I turned my attention to the work of literature in my lap. Five minutes later I saw her climbing onto her berth. Fortunately she placed her head away from the aisle so I could finally concentrate. Another five minutes later I felt someone tap my shoulder. It was her. Another question was fired at me, “Did you use the pillow?” “I do not remember”, were the words that escaped my mouth. She stared into my eyes again, searching for an answer. Being a non smoker, I was not used to a lot of smoke around; I could not think. It was like my thinking faculties had taken sleeping pills and quit. Finally I gathered all my remaining strength and announced, “What should we do? Choose any one.”, I said handing her my pillow. She looked at both of them.
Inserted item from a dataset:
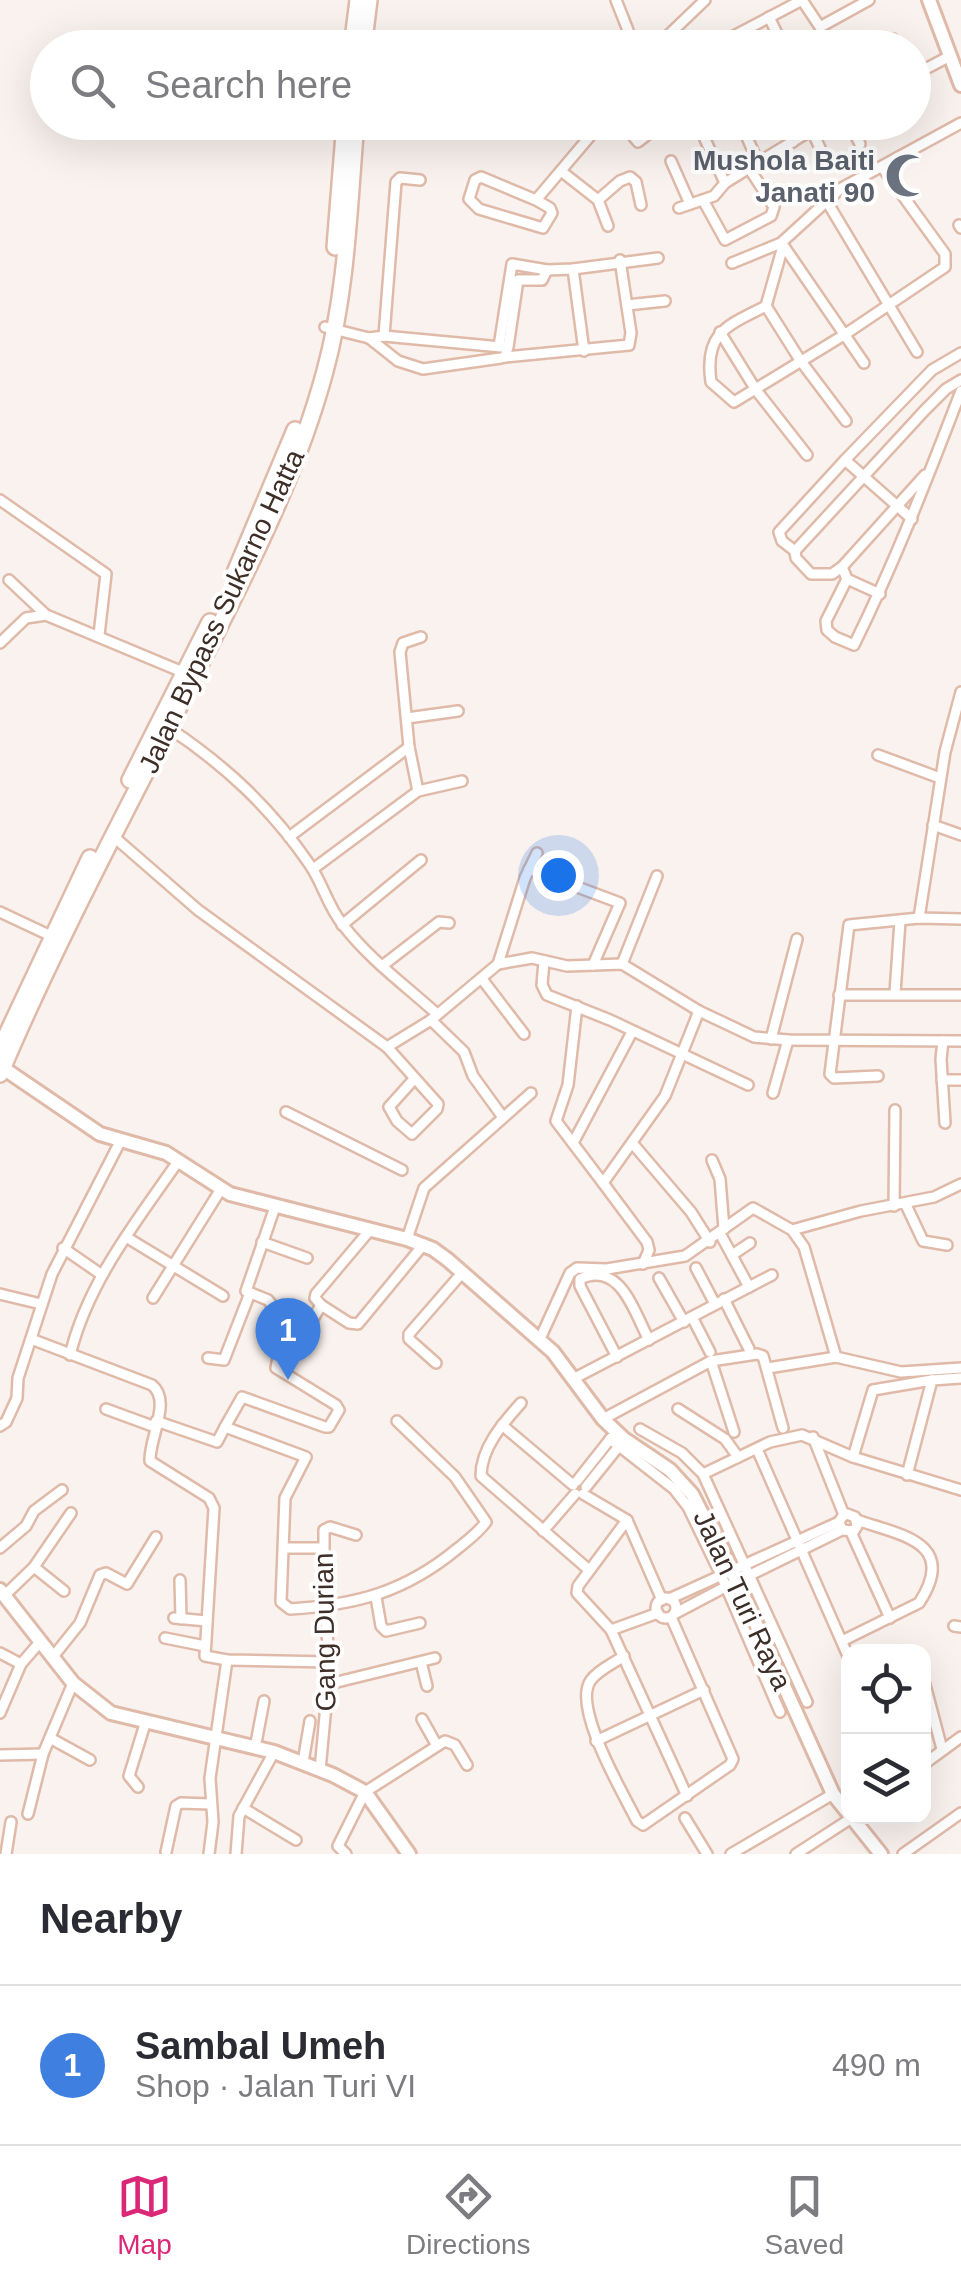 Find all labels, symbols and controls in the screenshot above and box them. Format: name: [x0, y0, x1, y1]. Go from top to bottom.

The ball was in her court (no pun intended). Finally she took one ( I believed randomly) and left with a curt, “Carry on.” I had no words.

I read till late and slept. I woke up at about eight and went to the basin to brush my teeth and wash my face. When I was back, she was in my berth again, doing her prayers. Her friends were sitting on the TTE's seat and they smiled at me. How the frog was I supposed to react? I chose to smile and sat on the lower in the front. One of them said, “ We've put you to a lot of trouble” and smiled again. I had to say, “Yes I am aware of that. I am paying the price of trying to act like a gentleman”, I smiled back. The other one added, “so you're only acting like a gentleman? You're pretending?” I said, “I'll let you be a judge of that.” They started giggling. Even the religious lady on the side upper started chuckling. “So you too are pretending to pray?”, I blurted. This made them laugh even harder and one of them nearly choked. Meanwhile the TTE emerged and he joined me on the opposite side lower. He asked me, “Do you have any exam? You were reading.” I said, “Not really uncle, but my fellow travelers are examining my character, so I suppose...” He didn't seem to understand but those who were supposed to did. That brought forth another roll of laughter. Soon the other people in that compartment had risen so naturally there was a scarcity of space. It is a simple law of physics, the combined size of the contents of a container is to be no more than the size of the container itself. I chose to move to the next compartment and capture my perpetrator's berth.

Fortunately the people in that compartment had also risen and we removed the middle berth on which she had slept. I didn't notice that her “chunni / dupatta” was still on her berth. So when we removed the berth it came to rest on the lower berth and unluckily and inadvertently I sat on it. Sometime later I felt a shiver down my rear. I stood up with a start. She was pulling her “dupatta” from underneath me. I was embarrassed and avoided any eye contact. They did not disturb me thereafter. I had the option of returning to my seat but somehow I could not muster the courage to face them after the latest encounter. From my position, I could not hear much of what they were talking about but certainly I heard “where's that guy” and “you'll find a few of such guys everywhere” and this further motivated me to stick to a place where I did not need to interact with them. Soon the journey ended and I had gained nothing but lesser free space on my brain's hard disk.